The Commission alleges that, as a result of trading in various securities on the basis of material, non-public information obtained pursuant to the grand jury and other schemes, the defendants engaged in illegal insider trading in violation of Section 10(b) of the Securities Exchange Act of 1934 and Rule 10b-5 thereunder, and that defendants Smith, Pajcin, Plotkin, Sonja Anticevic, Henry Siegel, and Mikhail Plotkin also violated Section 17(a) of the Securities Act of 1933 by virtue of their insider trading in Bristol-Myers. In addition, the Commission alleges that defendants Plotkin, Pajcin, and Shpigelman violated Section 14(e) of the Exchange Act and Rule 14e-3 thereunder by trading in the stock of a company while in possession of material, non-public information related to a cash tender offer for such company's stock.
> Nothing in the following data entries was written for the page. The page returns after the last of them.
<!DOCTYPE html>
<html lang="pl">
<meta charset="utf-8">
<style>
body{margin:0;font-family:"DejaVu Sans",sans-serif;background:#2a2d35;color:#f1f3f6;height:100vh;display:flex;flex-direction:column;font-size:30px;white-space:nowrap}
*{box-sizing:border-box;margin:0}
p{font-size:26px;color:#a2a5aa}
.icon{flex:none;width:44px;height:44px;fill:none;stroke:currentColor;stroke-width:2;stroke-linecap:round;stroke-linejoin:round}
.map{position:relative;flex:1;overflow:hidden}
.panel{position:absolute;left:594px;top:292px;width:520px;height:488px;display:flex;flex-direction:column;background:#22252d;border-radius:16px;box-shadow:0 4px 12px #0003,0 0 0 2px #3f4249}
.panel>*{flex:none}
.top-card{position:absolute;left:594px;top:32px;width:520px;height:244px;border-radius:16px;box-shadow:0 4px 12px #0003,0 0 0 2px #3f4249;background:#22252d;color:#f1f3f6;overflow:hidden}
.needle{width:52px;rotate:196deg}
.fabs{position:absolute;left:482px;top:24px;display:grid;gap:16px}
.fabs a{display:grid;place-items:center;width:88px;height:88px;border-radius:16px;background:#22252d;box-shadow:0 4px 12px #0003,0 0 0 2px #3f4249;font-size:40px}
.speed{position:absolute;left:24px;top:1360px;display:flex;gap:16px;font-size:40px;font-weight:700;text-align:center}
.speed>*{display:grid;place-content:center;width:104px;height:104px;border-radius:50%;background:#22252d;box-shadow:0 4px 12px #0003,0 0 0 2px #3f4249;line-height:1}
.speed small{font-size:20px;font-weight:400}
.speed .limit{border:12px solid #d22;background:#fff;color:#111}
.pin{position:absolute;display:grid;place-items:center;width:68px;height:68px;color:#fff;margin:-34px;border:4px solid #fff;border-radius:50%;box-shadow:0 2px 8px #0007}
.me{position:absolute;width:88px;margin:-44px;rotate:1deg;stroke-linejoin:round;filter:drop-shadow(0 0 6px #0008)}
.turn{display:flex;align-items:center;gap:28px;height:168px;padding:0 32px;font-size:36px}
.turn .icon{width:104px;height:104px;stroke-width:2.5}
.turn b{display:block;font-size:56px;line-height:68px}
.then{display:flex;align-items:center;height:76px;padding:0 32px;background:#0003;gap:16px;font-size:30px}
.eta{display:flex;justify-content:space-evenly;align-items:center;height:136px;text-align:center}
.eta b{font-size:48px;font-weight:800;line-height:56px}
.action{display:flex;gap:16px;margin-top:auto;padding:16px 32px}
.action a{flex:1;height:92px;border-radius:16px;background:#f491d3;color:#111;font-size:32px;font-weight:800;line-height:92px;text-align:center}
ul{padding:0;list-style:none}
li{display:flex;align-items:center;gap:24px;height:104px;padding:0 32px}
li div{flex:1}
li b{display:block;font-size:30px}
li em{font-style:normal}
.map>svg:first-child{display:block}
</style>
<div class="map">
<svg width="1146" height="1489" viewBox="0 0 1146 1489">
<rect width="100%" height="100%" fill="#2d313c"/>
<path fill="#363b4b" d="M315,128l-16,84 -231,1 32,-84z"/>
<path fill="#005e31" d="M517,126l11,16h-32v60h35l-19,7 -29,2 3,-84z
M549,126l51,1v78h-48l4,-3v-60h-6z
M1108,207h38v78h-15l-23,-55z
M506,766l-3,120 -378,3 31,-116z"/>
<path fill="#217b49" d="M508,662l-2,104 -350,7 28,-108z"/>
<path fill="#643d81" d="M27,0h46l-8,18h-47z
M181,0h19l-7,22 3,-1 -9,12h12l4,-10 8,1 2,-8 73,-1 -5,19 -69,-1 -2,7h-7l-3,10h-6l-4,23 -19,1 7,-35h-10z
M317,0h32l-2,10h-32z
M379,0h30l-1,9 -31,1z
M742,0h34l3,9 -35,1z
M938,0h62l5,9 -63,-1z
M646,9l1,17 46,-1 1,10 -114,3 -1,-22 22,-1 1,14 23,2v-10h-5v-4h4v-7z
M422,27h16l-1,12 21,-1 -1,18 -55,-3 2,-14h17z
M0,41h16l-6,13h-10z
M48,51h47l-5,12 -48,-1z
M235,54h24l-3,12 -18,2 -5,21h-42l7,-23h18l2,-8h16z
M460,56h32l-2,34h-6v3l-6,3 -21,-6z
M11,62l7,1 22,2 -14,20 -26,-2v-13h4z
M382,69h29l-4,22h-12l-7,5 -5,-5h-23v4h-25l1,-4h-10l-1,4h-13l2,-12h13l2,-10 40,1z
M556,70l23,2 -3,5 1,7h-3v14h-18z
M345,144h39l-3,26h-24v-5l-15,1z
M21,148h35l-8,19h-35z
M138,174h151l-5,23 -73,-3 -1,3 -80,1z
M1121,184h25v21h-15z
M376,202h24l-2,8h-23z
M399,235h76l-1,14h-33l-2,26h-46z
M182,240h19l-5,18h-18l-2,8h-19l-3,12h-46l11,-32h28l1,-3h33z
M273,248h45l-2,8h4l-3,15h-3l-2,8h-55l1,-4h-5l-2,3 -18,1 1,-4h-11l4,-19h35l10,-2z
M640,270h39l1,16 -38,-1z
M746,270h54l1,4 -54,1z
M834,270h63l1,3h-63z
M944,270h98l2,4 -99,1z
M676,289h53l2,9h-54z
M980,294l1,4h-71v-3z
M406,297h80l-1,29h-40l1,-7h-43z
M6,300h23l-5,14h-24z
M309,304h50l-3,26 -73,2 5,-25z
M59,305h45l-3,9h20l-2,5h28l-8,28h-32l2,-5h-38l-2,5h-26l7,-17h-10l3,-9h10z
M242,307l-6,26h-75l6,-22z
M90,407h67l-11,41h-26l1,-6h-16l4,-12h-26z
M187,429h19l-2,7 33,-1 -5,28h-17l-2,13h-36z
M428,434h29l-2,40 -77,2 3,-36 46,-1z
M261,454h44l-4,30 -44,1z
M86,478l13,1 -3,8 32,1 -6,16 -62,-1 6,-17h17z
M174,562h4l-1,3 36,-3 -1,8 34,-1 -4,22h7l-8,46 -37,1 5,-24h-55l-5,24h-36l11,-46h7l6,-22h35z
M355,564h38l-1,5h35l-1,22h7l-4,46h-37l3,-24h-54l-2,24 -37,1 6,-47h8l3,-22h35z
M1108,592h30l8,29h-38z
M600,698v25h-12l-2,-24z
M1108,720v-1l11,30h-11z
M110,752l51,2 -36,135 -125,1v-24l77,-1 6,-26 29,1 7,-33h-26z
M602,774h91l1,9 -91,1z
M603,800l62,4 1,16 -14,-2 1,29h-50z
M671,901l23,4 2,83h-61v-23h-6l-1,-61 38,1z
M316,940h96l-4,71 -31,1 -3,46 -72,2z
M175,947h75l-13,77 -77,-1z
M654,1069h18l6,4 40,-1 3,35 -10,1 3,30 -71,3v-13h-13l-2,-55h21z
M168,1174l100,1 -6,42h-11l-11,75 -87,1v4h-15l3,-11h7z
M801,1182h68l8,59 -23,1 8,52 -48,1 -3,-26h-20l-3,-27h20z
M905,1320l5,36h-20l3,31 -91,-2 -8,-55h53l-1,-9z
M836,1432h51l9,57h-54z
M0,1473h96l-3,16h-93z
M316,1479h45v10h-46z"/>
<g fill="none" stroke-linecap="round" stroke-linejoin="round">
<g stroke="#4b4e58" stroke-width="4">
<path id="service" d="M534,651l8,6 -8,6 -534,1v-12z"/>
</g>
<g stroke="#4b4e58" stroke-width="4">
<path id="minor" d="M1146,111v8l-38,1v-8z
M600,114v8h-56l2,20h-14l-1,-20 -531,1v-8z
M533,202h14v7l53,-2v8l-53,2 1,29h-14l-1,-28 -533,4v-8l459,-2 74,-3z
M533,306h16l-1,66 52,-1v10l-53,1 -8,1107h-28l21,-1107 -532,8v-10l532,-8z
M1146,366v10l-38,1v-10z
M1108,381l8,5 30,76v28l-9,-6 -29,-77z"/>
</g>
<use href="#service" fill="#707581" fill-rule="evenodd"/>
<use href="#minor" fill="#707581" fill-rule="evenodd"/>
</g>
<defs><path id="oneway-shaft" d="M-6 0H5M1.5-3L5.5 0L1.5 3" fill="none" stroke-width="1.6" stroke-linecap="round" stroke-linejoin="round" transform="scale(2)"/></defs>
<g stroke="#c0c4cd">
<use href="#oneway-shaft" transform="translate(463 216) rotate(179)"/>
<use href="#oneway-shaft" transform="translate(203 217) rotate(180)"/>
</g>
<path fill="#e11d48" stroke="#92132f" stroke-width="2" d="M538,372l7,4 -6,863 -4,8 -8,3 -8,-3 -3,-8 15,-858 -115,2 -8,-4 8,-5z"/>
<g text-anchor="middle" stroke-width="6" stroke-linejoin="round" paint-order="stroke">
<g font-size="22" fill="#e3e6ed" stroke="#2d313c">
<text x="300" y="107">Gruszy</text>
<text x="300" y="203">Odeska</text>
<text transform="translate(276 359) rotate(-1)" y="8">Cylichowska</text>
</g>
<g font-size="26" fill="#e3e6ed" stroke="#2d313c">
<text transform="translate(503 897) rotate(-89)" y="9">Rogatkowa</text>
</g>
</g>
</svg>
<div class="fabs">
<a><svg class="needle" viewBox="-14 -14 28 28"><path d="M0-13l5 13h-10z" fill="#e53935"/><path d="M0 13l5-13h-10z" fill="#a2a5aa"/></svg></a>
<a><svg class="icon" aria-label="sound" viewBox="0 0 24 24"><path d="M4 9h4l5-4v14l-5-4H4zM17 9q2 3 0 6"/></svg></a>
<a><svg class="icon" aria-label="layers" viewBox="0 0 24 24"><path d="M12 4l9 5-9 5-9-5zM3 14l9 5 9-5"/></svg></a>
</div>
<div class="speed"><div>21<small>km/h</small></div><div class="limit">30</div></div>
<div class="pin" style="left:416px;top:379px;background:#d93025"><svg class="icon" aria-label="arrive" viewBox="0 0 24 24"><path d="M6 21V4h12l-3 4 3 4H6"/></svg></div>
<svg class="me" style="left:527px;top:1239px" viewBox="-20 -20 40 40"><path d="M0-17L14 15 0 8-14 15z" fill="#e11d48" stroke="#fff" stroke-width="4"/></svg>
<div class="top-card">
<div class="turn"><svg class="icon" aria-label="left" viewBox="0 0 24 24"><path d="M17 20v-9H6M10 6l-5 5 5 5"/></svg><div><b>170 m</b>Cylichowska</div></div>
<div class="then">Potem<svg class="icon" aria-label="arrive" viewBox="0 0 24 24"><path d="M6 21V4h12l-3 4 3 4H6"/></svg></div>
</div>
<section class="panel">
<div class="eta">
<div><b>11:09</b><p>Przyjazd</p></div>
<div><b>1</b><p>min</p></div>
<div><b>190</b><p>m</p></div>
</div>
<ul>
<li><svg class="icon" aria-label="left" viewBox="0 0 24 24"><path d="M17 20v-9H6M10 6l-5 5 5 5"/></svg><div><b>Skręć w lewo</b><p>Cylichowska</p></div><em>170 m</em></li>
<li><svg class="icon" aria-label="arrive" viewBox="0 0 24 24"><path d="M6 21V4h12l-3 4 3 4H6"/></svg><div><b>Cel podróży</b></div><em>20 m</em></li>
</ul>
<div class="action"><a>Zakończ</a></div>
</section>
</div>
Among other things, the Complaint seeks permanent injunctive relief, the disgorgement of all illegal profits plus prejudgment interest, the imposition of civil monetary penalties, and orders requiring the defendants to repatriate to the United States proceeds of the fraud in accounts outside the United States.

The Commission acknowledges the assistance of the Austrian Financial Market Authority in helping to identify the individual defendants.

For information about earlier developments in this matter, please see Litigation Release No. 19696 (May 11, 2006), 19650 (April 11, 2006), No. 19340 (August 19, 2005) and No. 19327 (August 5, 2005).